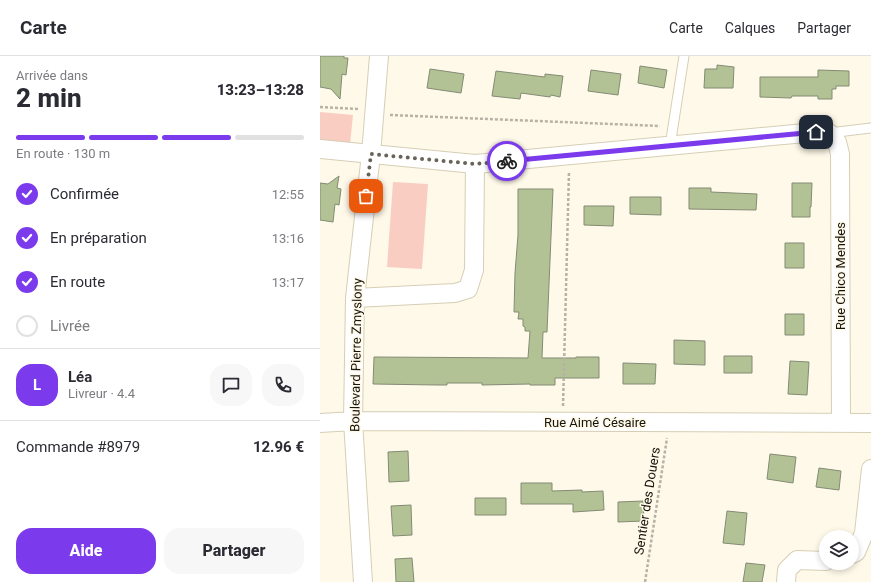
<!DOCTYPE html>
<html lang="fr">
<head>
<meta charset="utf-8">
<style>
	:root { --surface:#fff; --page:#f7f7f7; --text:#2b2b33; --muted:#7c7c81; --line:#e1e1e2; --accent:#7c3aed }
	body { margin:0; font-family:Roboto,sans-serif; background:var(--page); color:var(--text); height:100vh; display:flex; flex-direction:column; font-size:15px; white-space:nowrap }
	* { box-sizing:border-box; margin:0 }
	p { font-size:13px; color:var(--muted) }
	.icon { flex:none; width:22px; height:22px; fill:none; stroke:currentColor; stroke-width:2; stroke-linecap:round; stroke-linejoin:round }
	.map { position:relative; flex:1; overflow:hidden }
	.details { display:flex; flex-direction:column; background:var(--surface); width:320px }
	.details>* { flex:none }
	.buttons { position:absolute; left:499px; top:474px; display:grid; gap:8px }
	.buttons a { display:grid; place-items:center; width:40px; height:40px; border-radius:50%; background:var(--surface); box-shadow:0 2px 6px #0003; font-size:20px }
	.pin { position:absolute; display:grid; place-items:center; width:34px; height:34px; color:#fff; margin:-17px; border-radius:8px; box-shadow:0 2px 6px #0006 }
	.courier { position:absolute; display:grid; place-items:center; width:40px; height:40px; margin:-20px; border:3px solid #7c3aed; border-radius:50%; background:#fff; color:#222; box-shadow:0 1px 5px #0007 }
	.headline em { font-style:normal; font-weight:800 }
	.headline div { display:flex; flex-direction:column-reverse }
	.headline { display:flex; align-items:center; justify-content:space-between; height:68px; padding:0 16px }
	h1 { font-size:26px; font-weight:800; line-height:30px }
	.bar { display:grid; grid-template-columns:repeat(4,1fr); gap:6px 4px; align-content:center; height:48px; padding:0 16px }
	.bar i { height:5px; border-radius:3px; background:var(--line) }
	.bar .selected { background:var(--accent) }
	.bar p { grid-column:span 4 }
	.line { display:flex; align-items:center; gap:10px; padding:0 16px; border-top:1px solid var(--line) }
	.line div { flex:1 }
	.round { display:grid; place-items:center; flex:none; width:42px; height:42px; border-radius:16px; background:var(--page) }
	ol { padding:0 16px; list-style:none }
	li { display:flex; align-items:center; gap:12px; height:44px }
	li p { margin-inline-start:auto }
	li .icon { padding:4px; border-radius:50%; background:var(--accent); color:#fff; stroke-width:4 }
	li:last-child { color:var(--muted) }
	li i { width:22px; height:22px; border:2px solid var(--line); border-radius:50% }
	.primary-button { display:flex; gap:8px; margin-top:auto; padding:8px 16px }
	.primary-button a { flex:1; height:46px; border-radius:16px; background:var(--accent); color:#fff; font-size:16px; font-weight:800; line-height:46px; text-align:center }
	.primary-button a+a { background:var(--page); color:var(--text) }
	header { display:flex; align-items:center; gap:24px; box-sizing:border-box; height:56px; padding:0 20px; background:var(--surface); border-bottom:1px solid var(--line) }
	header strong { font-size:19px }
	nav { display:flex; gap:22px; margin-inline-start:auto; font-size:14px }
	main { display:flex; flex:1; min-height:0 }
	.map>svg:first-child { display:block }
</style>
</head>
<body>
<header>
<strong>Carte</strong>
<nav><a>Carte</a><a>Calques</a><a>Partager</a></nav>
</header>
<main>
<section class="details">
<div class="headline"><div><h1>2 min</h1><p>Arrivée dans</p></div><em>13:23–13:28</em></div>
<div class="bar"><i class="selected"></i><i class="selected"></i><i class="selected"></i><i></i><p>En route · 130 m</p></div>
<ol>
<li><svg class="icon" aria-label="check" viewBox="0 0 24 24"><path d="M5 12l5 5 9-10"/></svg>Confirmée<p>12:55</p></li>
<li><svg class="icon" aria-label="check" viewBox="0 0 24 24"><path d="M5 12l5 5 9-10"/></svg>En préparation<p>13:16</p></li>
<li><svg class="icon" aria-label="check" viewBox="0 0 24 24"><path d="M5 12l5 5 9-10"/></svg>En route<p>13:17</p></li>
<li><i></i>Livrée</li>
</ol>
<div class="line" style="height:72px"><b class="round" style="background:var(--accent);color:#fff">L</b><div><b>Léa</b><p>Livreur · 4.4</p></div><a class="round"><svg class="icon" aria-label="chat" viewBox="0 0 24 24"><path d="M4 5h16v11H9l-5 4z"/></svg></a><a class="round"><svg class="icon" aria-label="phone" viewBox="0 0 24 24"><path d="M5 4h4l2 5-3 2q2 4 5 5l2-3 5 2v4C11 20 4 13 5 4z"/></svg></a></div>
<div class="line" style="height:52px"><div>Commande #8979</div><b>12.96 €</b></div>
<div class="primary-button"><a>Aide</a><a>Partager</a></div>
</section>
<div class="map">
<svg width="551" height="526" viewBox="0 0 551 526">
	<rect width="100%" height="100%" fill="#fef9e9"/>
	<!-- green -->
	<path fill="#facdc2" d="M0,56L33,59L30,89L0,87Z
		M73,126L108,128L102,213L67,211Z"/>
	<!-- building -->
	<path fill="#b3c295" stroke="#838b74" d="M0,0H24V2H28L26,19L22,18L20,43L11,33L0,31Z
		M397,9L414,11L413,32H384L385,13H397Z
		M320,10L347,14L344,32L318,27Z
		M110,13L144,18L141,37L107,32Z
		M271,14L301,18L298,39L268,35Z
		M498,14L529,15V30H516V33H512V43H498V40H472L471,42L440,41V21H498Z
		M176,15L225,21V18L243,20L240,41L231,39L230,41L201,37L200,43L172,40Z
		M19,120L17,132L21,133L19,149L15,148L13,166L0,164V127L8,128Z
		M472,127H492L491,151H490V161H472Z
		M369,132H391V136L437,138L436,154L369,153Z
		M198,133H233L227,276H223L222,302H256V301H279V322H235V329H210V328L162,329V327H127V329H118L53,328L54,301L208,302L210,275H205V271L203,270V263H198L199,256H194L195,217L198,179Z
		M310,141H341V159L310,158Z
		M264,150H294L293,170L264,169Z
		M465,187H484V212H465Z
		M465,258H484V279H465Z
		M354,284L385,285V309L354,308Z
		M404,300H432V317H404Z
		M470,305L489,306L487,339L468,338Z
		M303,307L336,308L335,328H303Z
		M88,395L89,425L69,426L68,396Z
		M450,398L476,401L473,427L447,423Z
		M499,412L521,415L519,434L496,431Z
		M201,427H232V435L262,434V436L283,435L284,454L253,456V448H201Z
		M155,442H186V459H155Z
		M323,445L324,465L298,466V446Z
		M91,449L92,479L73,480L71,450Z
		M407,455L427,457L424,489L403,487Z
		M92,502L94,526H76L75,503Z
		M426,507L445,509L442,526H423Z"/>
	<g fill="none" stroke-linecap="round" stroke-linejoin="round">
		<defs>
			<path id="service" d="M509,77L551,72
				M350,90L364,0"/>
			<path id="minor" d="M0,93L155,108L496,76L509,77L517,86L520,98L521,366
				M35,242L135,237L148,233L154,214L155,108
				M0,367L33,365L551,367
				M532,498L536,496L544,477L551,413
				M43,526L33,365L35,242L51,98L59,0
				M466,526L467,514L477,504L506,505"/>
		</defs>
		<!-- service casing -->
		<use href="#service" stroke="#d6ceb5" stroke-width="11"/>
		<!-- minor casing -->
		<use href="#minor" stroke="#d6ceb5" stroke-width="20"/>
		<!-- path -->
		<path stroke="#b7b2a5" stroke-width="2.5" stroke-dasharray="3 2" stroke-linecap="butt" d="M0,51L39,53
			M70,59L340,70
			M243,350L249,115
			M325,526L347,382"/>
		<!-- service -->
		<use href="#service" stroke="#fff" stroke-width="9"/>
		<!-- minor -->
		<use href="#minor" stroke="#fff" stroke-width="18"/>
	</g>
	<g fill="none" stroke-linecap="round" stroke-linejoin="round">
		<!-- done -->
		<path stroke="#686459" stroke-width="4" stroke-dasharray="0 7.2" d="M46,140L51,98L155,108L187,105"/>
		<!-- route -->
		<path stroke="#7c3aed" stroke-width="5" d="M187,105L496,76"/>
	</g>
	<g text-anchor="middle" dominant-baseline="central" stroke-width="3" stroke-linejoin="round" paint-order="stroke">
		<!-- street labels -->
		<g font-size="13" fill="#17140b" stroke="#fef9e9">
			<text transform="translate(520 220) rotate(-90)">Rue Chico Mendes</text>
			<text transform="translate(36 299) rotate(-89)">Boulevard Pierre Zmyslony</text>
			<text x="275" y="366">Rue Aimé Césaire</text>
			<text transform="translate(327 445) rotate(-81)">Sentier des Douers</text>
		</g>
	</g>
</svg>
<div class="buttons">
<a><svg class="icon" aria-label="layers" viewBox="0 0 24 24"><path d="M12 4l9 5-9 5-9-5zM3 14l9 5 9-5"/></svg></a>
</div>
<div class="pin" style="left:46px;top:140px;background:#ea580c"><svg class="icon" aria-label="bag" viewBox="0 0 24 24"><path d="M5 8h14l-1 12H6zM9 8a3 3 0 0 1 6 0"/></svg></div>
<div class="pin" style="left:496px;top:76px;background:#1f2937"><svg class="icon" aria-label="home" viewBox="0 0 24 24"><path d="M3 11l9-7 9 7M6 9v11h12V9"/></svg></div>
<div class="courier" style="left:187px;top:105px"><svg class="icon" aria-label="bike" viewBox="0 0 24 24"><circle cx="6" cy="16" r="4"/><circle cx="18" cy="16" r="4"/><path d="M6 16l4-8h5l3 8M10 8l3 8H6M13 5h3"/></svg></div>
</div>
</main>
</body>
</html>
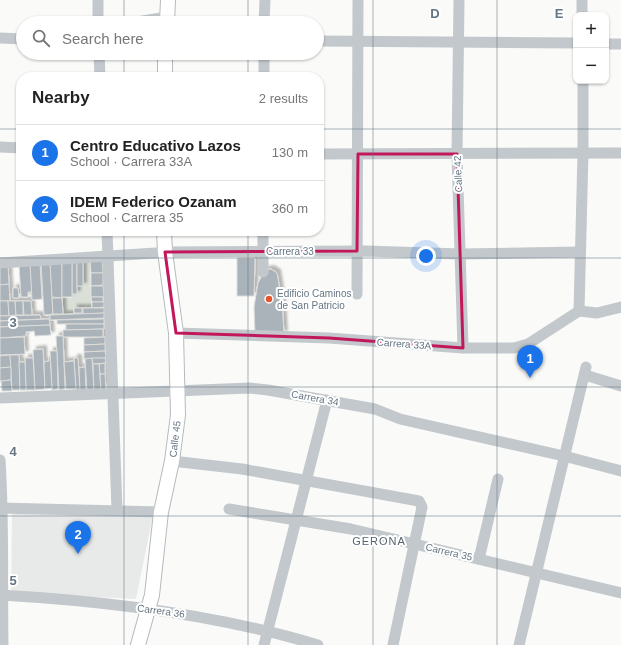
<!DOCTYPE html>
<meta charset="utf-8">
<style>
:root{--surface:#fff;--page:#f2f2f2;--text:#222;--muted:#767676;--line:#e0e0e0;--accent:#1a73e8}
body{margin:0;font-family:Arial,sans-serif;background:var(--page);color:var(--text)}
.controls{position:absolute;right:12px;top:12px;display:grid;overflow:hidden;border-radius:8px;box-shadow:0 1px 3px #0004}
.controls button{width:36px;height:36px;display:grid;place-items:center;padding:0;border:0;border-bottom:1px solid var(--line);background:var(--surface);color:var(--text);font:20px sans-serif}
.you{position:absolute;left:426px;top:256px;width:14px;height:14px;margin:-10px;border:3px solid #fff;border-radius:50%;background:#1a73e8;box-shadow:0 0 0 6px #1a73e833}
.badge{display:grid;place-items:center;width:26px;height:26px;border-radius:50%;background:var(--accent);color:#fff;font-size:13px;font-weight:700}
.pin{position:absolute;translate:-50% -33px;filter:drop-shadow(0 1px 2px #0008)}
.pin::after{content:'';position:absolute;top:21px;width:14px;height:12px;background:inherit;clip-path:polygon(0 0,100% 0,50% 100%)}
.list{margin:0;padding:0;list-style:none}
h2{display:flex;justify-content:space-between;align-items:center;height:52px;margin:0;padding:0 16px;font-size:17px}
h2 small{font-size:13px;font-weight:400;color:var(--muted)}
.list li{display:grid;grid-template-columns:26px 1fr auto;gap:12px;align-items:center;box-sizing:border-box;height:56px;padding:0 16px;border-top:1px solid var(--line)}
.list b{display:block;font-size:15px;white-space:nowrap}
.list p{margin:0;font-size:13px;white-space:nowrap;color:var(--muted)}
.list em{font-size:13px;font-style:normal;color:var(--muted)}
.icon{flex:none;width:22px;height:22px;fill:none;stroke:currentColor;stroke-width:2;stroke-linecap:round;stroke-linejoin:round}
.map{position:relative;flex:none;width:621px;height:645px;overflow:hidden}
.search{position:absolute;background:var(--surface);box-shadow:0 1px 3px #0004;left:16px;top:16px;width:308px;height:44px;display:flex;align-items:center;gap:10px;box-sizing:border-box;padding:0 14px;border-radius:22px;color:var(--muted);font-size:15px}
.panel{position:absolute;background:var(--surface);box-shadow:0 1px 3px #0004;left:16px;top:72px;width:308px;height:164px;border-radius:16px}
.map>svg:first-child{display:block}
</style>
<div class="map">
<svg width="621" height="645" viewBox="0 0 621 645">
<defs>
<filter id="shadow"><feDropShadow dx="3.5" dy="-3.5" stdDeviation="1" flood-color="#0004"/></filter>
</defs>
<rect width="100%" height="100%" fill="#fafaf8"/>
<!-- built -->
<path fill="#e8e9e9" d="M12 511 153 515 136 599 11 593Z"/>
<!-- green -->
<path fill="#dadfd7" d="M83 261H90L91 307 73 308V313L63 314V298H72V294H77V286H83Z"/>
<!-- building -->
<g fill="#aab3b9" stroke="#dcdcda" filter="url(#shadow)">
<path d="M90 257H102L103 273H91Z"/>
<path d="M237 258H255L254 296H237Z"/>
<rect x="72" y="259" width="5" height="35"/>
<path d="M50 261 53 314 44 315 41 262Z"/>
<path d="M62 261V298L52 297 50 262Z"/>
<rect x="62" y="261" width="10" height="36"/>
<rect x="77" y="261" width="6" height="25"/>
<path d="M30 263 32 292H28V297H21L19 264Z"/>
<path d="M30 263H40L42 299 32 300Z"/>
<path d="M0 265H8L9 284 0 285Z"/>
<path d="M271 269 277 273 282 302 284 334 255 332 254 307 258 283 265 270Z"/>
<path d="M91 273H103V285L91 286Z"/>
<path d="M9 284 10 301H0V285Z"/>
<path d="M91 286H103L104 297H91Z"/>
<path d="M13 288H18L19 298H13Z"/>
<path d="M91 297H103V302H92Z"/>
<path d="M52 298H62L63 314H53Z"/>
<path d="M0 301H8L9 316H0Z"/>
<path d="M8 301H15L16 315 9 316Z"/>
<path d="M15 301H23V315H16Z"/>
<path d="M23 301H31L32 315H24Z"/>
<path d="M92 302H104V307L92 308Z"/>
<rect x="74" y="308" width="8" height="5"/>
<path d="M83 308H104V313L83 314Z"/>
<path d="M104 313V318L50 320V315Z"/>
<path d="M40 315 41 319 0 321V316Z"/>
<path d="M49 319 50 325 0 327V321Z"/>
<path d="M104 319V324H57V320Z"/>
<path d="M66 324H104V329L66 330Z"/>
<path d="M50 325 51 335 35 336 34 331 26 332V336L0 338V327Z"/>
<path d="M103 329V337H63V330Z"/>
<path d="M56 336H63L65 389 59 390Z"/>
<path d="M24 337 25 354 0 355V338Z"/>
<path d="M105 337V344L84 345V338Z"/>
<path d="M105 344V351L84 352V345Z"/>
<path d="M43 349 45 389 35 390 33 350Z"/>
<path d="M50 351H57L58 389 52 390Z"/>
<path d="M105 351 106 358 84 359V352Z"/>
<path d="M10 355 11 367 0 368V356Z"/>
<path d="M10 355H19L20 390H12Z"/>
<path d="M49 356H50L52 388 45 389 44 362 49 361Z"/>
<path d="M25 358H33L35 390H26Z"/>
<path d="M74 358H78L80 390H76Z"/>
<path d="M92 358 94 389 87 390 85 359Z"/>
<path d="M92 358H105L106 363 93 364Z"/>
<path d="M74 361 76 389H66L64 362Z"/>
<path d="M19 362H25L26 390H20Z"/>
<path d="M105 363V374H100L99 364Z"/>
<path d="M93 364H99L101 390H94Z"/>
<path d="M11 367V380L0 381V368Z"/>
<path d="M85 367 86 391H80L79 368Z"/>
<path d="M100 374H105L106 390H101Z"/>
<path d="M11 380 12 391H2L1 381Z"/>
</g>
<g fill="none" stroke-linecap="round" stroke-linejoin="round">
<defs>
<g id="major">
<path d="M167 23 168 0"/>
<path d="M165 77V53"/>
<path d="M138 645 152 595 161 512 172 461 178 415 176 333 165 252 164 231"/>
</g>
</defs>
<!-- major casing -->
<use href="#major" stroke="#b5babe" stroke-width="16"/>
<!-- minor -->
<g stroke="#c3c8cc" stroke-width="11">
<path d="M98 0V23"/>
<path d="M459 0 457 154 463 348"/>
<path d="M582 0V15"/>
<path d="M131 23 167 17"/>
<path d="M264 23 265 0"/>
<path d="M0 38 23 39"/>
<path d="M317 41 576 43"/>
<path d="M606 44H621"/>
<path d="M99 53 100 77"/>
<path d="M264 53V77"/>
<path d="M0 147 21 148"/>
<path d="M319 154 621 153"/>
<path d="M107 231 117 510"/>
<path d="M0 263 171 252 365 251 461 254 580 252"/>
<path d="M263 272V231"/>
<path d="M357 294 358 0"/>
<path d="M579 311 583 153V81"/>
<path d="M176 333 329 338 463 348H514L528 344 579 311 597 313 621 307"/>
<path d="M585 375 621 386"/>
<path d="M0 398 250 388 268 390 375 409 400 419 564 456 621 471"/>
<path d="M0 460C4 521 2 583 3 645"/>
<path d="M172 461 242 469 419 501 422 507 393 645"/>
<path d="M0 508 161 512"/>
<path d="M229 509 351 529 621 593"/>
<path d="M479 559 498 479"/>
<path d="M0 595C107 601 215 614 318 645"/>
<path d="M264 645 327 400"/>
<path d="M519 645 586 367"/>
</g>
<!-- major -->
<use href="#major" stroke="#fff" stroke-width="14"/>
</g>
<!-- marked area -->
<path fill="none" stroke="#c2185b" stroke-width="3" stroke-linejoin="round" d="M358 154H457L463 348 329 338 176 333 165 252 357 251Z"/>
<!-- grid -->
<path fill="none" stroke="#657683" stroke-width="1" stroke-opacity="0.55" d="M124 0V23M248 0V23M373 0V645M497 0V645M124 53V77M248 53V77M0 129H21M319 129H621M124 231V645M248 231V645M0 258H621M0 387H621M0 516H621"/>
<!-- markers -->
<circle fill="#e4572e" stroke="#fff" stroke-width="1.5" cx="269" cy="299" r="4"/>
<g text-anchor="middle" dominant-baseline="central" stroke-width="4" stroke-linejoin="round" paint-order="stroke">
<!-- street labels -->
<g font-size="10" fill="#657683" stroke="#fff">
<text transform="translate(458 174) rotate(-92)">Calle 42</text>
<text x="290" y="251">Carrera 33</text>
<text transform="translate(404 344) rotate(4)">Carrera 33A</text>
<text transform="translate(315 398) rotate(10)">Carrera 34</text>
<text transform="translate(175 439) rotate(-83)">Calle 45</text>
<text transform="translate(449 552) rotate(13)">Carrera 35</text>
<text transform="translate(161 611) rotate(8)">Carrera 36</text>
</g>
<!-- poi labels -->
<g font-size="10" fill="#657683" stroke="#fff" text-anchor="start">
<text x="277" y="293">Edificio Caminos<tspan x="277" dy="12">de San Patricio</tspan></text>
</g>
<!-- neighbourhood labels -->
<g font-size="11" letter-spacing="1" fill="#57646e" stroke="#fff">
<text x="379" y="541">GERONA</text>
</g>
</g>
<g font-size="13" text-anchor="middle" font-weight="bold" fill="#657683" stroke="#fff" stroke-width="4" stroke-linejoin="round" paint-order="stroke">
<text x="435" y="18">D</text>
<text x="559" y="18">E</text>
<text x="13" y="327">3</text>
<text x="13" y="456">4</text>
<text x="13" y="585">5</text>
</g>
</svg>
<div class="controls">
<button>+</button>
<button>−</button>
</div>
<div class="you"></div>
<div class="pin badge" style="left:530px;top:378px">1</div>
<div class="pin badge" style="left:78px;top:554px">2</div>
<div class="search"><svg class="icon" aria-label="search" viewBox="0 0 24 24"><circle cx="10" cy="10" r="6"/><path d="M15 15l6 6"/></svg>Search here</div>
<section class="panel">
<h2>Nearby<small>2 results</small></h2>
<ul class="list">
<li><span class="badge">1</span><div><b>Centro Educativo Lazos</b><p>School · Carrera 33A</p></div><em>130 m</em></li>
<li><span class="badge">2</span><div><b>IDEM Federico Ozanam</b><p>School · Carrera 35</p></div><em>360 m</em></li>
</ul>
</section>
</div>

■ **Your goal**
Extract the lines of the preceding material that run from the line with "<button>+</button>" through the line with "<h2>Nearby<small>2 results</small></h2>", inclusive, reproducing them exactly and adding nothing.

■ **Exercise response**
<button>+</button>
<button>−</button>
</div>
<div class="you"></div>
<div class="pin badge" style="left:530px;top:378px">1</div>
<div class="pin badge" style="left:78px;top:554px">2</div>
<div class="search"><svg class="icon" aria-label="search" viewBox="0 0 24 24"><circle cx="10" cy="10" r="6"/><path d="M15 15l6 6"/></svg>Search here</div>
<section class="panel">
<h2>Nearby<small>2 results</small></h2>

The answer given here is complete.